Одиночный выстрел, стряхнувший росу с осины, возвестил Полесью, что род Гнид бесславно кончился.
32. ПРОЩАЙ, ПОЛЕСЬЕ!
Августовский рассвет открыл перед очнувшимся после долгой лесной качки Гуляйбабкой такой нежданный простор, такую безбрежную даль, что защемило сердце и вспомнилось разом то далекое, босоногое детство, которое человек цепко держит в памяти до конца дней своих.
Все то, что давно минуло, встало перед ним в чуть затуманенной дымке, но такое близкое и явственное, что ему вдруг показалось, будто он едет родным смоленским полем, по которому с холма на холм катится волнами то шумящая спелым колосом рожь, то буйные, со звоном колокольцев, овсы, то голубые, как небо, как вода в озерах, льны.
Тонко поет в шарабане коса, побулькивает в бочонке крыничная вода, вздрагивает, расточая запах росного клеверка, охапка свежей травы. Дед Фатей, пробалагуривший вчера допоздна на бревнах и вставший ни свет ни заря, дремно клюет в такт конского шага носом. Ветерок треплет его седую бороду, топорщит на спине замашную рубаху. Удар колеса в колдобину будит его. Он оглядывается назад и, улыбаясь во все щербатые, редкие, как у зайца, зубы, подмаргивает:
- Ну, внучок - золотой бочок. Видал птицу - заморскую синицу?
- А какая она?
- Э, какая! Тебе расскажи да в рот положи. А ты сам не зевай есть готовый каравай. Ну да так и быть - поведаю.
Пока вороной конек поднимается в гору, дед рассказывает небылицу про заморскую синицу, но как только телега поднимается на взгорье, сказка обрывается, дед кричит:
- Ну, держись, Ванюха, прокачу! Слетаем к богу в рай на коневых крыльях.
После восьми - десяти горячих кнутов ленивый конь наконец-то разгоняется и, екая селезенкой, бежит с горы.
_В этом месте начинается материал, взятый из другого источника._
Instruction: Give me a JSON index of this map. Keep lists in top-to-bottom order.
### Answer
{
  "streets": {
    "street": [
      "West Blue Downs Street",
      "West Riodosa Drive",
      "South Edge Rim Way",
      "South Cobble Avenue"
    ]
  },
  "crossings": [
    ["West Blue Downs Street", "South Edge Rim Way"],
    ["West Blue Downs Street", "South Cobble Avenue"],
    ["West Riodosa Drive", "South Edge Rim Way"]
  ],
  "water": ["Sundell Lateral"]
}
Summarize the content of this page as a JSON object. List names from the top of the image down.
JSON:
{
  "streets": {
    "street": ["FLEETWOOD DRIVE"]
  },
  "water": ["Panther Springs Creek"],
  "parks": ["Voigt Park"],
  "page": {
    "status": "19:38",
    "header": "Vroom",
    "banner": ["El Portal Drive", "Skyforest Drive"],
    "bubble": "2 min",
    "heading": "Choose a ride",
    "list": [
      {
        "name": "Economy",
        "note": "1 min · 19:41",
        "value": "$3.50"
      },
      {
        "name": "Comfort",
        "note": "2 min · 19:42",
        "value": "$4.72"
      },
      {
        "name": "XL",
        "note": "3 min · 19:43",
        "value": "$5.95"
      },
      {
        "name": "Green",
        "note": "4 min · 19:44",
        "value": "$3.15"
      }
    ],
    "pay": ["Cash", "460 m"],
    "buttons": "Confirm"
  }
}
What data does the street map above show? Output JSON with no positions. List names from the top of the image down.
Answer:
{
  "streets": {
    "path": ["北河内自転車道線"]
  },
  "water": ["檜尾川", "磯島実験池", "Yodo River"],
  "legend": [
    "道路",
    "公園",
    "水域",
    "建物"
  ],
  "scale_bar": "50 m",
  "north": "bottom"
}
Телега опережает его. Хомут оказывается впереди коня, и вскоре весь этот "полет к богу в рай" кончается тем, что телега катится в одну сторону, а конь бежит в другую, где можно пожевать овса.
Горевать по неудачному полету не приходится. Что толку в нем? Еще опрокинешься, как это случалось не раз, когда дед выводил коня из терпения и он, сердито храпя, летел сломя голову с горы, почему-то выбирая места поухабистей. Зато пока дед ловит шагающего по овсу воронка, с высоты, захватывающей дух, можно вволю наглядеться на широко распахнутый мир с перекатными полями, рощами, оврагами, деревеньками, где никогда не бывал и где так хотелось побывать.
Эта воскрешенная в памяти Гуляйбабки картина вновь родила то горячее мальчишеское любопытство.
- Стоп, Прохор! Разворот на сто восемьдесят пять! - крикнул он кучеру, замахнувшемуся кнутом, чтоб разом взлететь с горы на гору.
- Назад?! Бог с вами!
- Нет. Назад поворота нам пока нет. Взглянуть хочу на Полесье и даль впереди;
- А-а, понял. Это можно. Это хорошо, - ответил Прохор, круто поворачивая коней. - Орлы перед полетом всегда на вершинах сидят.
Гуляйбабка слез с кареты, поднялся на придорожный камень-валун. Неоглядная синь полесских лесов безбрежно расплескалась далеко внизу, спрятав бесчисленные речки, болота и деревеньки с людским горем, заботой, любовью и смертью под небом своим. Издали казалось, там нет ни войны, ни тревог, царит извечное спокойствие, мир. Но это только казалось. Где-то там сеют людям горе новые Гниды и Песики, рыщут над беззащитными гнездами фюрерские коршуны. Там, в Полесье, влюбленная до слез в своего "генерала" Матрена, дед Калина со своей липовой овцой, там Марийка, родная рота, друзья...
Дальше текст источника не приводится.